Business confidence in the Thai economy has slumped to its lowest levels in more than four years amid the nation's ongoing political turmoil. A senior World Bank economist said recovery is still possible over the year's second half, if political tensions ease and public and private sector spending resumes.
In its latest indicator released Thursday, the Federation of Thai Industries warned Thailand's ongoing political turmoil had triggered a dramatic loss of confidence, with surveys showing indices at their lowest since June 2009.
Loss of confidence
The Federation pointed to a decline in overall domestic orders, sales volumes, production output as well as poor business performance. Analysts say private sector investors are holding back until the political situation clears.

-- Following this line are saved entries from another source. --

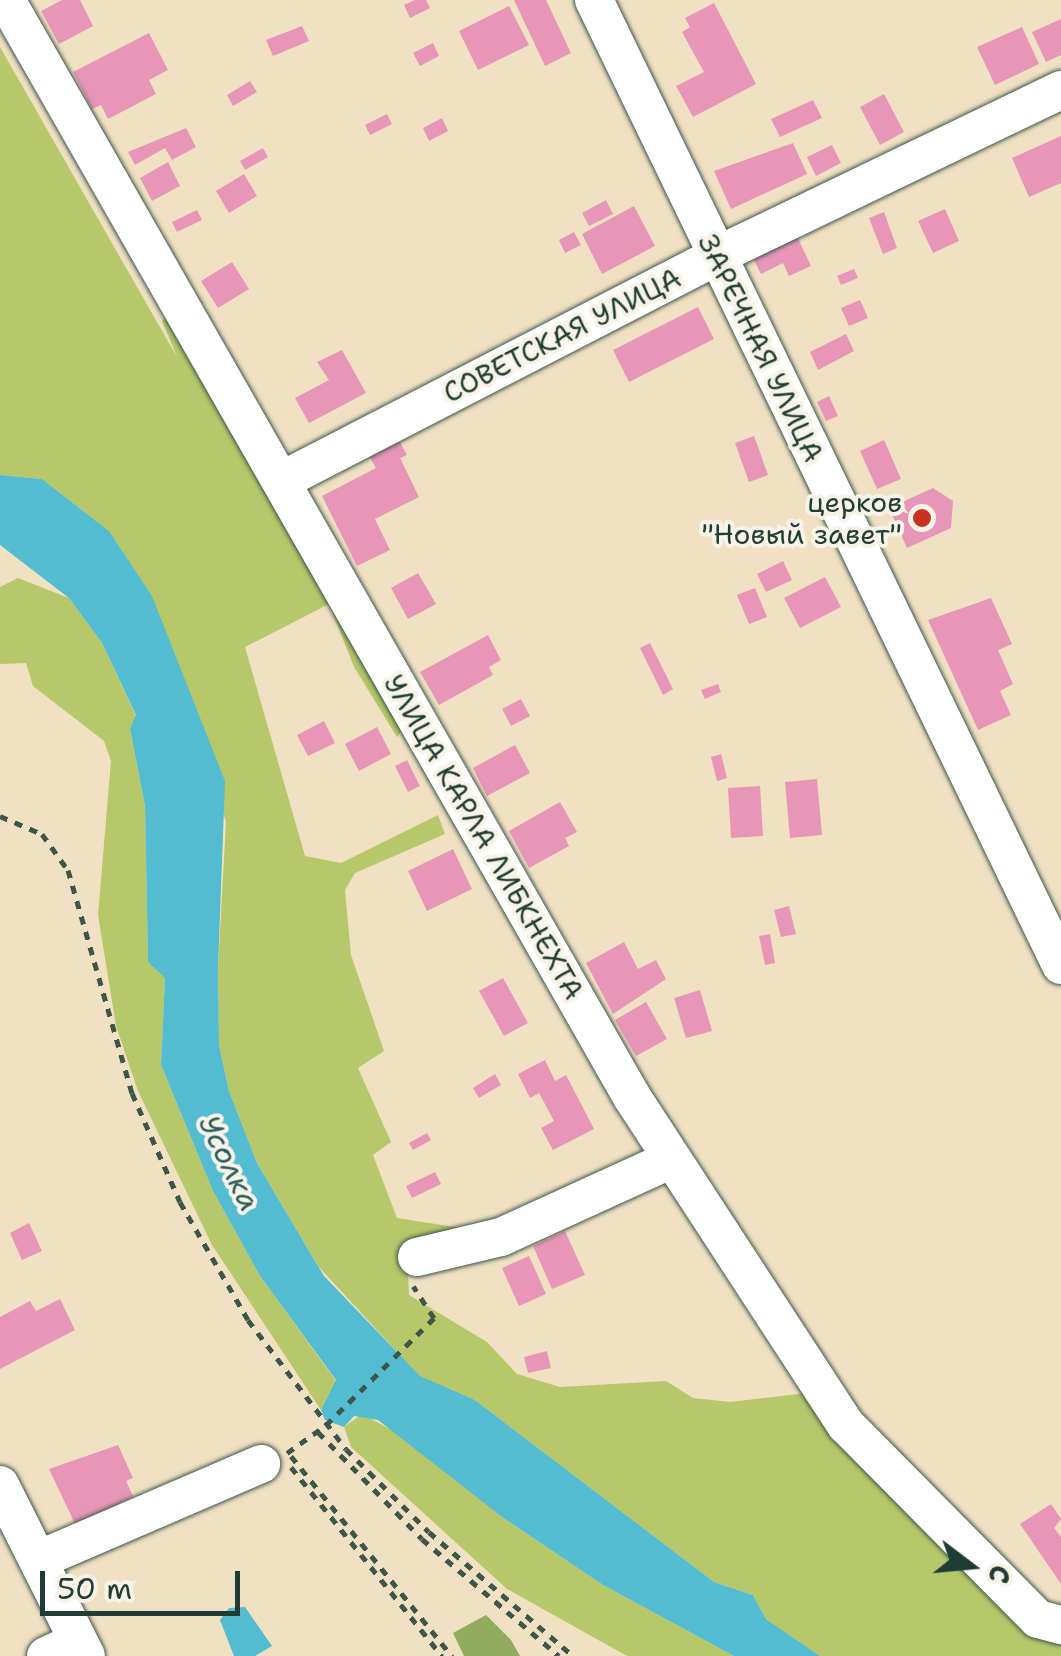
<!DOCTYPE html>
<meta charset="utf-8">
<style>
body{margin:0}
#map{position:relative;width:1061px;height:1656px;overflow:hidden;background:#f1e1c3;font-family:"Shantell Sans",sans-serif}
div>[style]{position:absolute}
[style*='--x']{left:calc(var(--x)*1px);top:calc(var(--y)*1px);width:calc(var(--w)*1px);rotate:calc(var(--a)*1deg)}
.green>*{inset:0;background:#b7c86a}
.forest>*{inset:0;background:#91ac5e}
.water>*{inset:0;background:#53bcd0}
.building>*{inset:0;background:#e796b8}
.path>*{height:5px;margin-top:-2.5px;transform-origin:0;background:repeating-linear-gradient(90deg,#3e5649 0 8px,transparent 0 16px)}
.roads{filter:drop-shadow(0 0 2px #3e5649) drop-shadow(0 0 2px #3e5649)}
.minor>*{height:38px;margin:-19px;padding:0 19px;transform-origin:19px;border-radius:19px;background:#fff}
.dots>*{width:28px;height:28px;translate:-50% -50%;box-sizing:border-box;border:5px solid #f7f3e8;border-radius:50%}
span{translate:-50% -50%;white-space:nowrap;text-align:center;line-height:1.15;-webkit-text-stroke:8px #f7f3e8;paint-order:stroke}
.street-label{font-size:28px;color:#1f3d34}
.poi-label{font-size:28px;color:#1f3d34}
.right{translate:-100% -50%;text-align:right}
.water-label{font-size:30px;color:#2c5d5b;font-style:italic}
.north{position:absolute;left:921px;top:1516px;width:100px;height:100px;-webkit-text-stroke:8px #f7f3e8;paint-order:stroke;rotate:106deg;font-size:28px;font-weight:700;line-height:40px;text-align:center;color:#1f3d34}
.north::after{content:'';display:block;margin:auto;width:35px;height:45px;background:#1f3d34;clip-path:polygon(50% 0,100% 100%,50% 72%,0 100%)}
.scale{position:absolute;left:40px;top:1571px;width:200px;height:45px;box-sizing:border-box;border:5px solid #1f3d34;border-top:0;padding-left:12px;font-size:30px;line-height:35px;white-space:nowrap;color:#1f3d34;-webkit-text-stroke:8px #f7f3e8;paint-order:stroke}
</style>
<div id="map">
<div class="green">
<i style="clip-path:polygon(0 47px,177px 357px,162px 321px,167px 315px,409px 723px,397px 737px,354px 667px,329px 604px,245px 647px,305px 856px,341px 863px,438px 815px,445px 834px,355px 873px,345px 890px,351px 955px,384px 1051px,358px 1068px,391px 1142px,373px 1155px,397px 1218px,487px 1232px,408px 1269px,409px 1295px,487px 1342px,517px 1374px,560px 1387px,666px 1381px,693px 1398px,730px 1402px,816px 1392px,1061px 1630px,1061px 1656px,820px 1656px,766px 1619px,753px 1595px,714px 1582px,475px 1400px,420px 1377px,319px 1267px,257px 1163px,229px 1091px,219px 1045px,218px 968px,226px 822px,152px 597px,109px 531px,42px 479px,0 475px)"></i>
<i style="clip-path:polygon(18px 578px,69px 598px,102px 643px,136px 716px,130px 729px,145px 806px,148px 962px,165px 977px,161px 1065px,213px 1191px,260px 1276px,336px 1381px,321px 1410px,212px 1245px,138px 1091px,116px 1026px,98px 915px,111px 761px,104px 741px,33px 686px,26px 663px,0 664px,0 587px)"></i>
<i style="clip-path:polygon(362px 1414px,399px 1434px,502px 1517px,603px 1585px,734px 1656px,627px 1656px,507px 1589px,351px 1447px,344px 1427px)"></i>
</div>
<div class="forest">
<i style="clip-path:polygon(486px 1615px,511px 1640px,520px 1656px,464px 1656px,453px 1633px)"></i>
</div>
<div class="water">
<i style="clip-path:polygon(0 475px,42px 479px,109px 531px,152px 596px,225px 781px,218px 968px,219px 1045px,229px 1091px,257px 1163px,324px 1276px,420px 1376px,475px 1400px,714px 1582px,753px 1595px,766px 1619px,820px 1656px,734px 1656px,603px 1585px,502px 1517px,378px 1420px,354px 1416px,344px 1427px,325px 1420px,321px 1410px,336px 1380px,260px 1276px,213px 1191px,161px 1065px,165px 978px,148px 962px,145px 806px,130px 729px,136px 715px,102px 643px,69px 598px,0 545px)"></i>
<i style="clip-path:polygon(245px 1607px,272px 1646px,255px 1656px,234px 1656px,220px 1620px,229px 1608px)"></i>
</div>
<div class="building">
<i style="clip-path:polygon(62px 0,80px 0,93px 26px,59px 44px,41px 11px)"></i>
<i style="clip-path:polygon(415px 0,426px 0,430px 8px,410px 18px,404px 5px)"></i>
<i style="clip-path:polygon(514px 0,546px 0,571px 53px,545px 66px)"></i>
<i style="clip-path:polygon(714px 3px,756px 84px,693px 117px,676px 86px,704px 72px,682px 32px,690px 27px,685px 18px)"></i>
<i style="clip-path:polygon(509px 6px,529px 45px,478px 70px,459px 31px)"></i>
<i style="clip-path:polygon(1061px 19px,1061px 55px,1046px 62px,1032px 32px)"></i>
<i style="clip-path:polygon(302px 26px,309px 41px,273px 56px,266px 40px)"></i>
<i style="clip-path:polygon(1022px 27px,1039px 64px,995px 85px,977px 47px)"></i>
<i style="clip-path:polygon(149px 33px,168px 70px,149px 80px,156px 94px,108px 119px,101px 105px,92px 109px,73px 72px)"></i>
<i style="clip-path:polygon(433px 43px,439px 56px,420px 66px,413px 53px)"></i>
<i style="clip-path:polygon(250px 81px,257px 92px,233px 106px,227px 95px)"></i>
<i style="clip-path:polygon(884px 94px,904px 132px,880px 145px,860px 107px)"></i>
<i style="clip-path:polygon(813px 100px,822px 118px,780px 137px,771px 119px)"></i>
<i style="clip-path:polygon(387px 114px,392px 124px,370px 135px,365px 125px)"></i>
<i style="clip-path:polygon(442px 118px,448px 131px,429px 141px,423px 128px)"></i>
<i style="clip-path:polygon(186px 128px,196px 147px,172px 160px,165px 148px,135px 165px,128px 152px)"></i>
<i style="clip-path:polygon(1061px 136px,1061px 183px,1029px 197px,1012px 158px)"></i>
<i style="clip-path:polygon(793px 143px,807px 174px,731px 209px,714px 171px)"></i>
<i style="clip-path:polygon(832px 145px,841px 163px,816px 176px,807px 157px)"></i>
<i style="clip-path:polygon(263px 148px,268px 157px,245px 170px,240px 161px)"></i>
<i style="clip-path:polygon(168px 162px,180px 186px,152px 201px,140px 178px)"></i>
<i style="clip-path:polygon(244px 174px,257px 196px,229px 213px,216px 191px)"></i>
<i style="clip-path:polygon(606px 200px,613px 214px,589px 226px,582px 213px)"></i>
<i style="clip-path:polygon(634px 206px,655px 246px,602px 274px,582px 234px)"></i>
<i style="clip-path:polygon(945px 209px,959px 241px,933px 253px,918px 221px)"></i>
<i style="clip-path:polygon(197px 210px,202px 220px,177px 232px,172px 222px)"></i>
<i style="clip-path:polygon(884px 212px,897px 248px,883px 254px,869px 218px)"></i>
<i style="clip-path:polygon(574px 232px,581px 245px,565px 253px,559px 240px)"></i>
<i style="clip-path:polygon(796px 234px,811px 266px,789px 276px,783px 263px,761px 274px,752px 256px)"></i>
<i style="clip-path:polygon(232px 262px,249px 289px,218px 308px,201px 281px)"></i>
<i style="clip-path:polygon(854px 269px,858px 278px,841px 285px,837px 276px)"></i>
<i style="clip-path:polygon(860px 300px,868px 318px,849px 326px,841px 308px)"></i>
<i style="clip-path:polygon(698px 307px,714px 339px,629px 382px,613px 350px)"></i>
<i style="clip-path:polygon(846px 334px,854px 351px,818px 370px,810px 352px)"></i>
<i style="clip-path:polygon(342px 350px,366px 393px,309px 423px,295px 398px,329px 380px,317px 362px)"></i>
<i style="clip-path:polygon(829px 396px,838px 416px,826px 421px,817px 402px)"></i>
<i style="clip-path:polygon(754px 436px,768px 475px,749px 482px,735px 443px)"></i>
<i style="clip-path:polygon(397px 437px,407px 455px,400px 458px,419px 497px,375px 519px,390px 550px,357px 566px,322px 496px,376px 468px,367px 452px)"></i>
<i style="clip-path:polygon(884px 440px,901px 479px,877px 489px,860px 451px)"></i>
<i style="clip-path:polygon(933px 488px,953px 501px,951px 528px,907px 548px,889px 508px)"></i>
<i style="clip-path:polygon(783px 561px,792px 580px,766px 592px,757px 574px)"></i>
<i style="clip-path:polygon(418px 573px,436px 604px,408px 619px,391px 588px)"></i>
<i style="clip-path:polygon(825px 577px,841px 607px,800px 628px,784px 598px)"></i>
<i style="clip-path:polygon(755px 588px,767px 617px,749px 624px,737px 595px)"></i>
<i style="clip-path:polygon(991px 598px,1012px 644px,998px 650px,1013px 684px,1000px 691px,1011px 715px,978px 730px,928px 620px)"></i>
<i style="clip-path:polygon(488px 635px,501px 660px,489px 667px,493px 675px,439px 705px,420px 672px)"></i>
<i style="clip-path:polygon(650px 643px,673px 689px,663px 695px,640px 648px)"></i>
<i style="clip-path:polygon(718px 684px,721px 692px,705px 699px,701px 690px)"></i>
<i style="clip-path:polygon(521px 699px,530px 716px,511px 726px,502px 709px)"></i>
<i style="clip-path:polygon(324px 721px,335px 743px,308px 756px,297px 735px)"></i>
<i style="clip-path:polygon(377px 727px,391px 754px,359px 771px,345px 744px)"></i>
<i style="clip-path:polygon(515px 745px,530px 773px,487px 796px,473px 768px)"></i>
<i style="clip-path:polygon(721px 754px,727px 778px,717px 781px,711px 757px)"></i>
<i style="clip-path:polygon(407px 760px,420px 786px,408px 792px,395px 766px)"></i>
<i style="clip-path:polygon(817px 779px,822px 835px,790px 838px,785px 782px)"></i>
<i style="clip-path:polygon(760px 786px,763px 836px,731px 838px,728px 788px)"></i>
<i style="clip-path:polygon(560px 802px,577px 832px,565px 838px,569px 846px,529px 868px,509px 831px)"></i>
<i style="clip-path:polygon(453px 849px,472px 889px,427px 911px,408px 871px)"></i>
<i style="clip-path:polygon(789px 906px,796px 934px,781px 937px,774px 910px)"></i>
<i style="clip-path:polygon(770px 934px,775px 963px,765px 965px,759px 936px)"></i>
<i style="clip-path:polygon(624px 942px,638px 969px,656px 960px,666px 979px,613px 1014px,586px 963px)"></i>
<i style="clip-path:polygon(503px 978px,528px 1023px,504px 1036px,479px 991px)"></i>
<i style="clip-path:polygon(700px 990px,712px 1031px,686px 1038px,674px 998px)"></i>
<i style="clip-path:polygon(646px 1002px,667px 1039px,636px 1056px,615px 1020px)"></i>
<i style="clip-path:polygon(545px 1060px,555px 1081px,566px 1075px,594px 1129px,553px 1150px,541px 1128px,554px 1121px,539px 1093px,530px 1098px,518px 1074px)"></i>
<i style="clip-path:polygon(495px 1074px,501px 1085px,479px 1098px,473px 1088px)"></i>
<i style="clip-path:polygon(427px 1133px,431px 1140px,413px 1150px,409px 1143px)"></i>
<i style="clip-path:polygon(435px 1172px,441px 1184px,412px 1198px,406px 1186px)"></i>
<i style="clip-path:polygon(29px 1223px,42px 1251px,22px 1260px,10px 1233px)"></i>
<i style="clip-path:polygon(565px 1231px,585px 1275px,552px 1289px,533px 1246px)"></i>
<i style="clip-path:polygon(529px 1256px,546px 1294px,519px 1306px,502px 1268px)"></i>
<i style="clip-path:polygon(60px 1299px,75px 1330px,0 1369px,0 1317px,30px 1301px,36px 1311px)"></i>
<i style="clip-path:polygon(547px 1351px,551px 1368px,528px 1373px,524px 1357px)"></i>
<i style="clip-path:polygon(118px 1445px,133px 1478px,126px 1481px,133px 1496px,77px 1528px,49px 1469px)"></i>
<i style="clip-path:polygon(1051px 1504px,1061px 1519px,1054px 1528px,1061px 1537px,1061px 1584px,1020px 1524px)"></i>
</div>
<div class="path">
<i style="--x:0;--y:816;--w:46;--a:23.2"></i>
<i style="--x:42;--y:834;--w:44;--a:54.2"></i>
<i style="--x:68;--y:870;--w:232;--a:74"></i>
<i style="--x:132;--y:1093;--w:119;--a:66.2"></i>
<i style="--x:180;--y:1202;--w:136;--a:60"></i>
<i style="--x:248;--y:1320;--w:162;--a:52.8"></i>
<i style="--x:346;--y:1449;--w:117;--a:45"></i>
<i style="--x:429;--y:1532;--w:190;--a:40.7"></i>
<i style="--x:318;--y:1432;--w:149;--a:45.8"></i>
<i style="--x:422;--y:1539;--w:180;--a:40.5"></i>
<i style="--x:287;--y:1453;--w:48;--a:-35.7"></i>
<i style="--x:326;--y:1425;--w:152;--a:-44.7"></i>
<i style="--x:434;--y:1318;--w:38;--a:-123"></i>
<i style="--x:291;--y:1456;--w:257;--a:51.2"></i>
<i style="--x:291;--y:1467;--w:242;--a:51.4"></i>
</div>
<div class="roads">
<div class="minor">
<i style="--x:6;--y:0;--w:1263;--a:60.29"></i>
<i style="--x:632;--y:1097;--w:392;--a:56.9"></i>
<i style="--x:846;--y:1425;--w:273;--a:45.3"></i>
<i style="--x:1038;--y:1619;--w:24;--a:15"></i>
<i style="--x:594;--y:0;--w:1072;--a:64.18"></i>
<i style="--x:281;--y:481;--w:490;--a:-27.3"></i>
<i style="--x:716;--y:256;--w:383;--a:-25.7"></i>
<i style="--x:417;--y:1257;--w:86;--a:-13.4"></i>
<i style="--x:501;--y:1237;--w:188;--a:-24.5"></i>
<i style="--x:0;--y:1485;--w:191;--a:63.3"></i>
<i style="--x:38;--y:1560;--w:243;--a:-23.3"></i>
<i style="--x:46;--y:1656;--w:35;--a:-25"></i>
</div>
</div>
<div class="dots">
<i style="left:922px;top:518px;background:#c8321e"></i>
</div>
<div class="street-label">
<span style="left:562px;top:335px;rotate:-27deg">СОВЕТСКАЯ УЛИЦА</span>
<span style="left:761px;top:348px;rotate:64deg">ЗАРЕЧНАЯ УЛИЦА</span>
<span style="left:484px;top:837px;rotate:60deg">УЛИЦА КАРЛА ЛИБКНЕХТА</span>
</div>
<div class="poi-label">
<span class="right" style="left:902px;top:518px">церков<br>"Новый завет"</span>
</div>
<div class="water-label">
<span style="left:229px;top:1163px;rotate:64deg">Усолка</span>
</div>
<div class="north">С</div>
<div class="scale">50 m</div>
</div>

World Bank senior economist Kirida Bhaopichitr said an easing in political tensions is needed for the economy to reach a four percent growth rate by year's end.
Also the government is struggling to make payments in a controversial rice price pledging scheme. At present, thousands of farmers are still to be paid some $4.2 billion.
"Our assumption is that the political unrest will end in the middle of the year. So if it does not, the four percent will not be reached. Farmers will be paid their 130 billion baht in the pledging program by the end of the first quarter. So if they are not, then their consumption will be affected," said Kirida.
State-owned think tank, National Economic and Social Development Board (NESDB), reported the economy growing in the December quarter at just six-tenths of a percent, leaving 2013 growth at under three percent, well down from six-and-a-half percent in 2012.
The slower growth came as anti-government protests in November started to affect local demand and tourism. Tourism officials say losses could amount to as much as $322 million.
The protests have evolved into demands for Prime Minister Yingluck Shinawatra to resign, amid calls for political reforms.
Other economic concerns include central bank warnings over a sharp rise in household debt.
The World Bank's Kirida said income disparities between Bangkok and the provinces need to be addressed to reduce inequalities and, in turn, ease underlying political tensions. "If you want to resolve this political tension in the future, and at the same time help Thailand to grow inclusively, issues of inequality have to be resolved. Only if everyone in Thailand can participate in growth, it's very difficult for Thailand to actually move up the value chain and become a high income country," he stated.
Akio Egawa, a researcher on the Thai economy from the Tokyo-based Economic and Social Research Institute (ESRI), said slower rates of growth of less than four to five percent also undermine Thailand's efforts to lift the economy towards higher earnings and higher productivity.
"Thailand must grow at four/five percent. Otherwise, Thailand will fall into the income trap. But in the current situation the government cannot make an effort to raise the economic growth rate and that's a problem. The very low growth rate is due to the political conflict. So the political conflict must be eased and that cannot be solved easily," said Egawa.
Thailand remains in the grip of uncertainties as the government faces legal challenges on differing fronts. So far, efforts to broker a negotiated settlement between the government and protesters have failed, leaving the country on an uncertain path forward.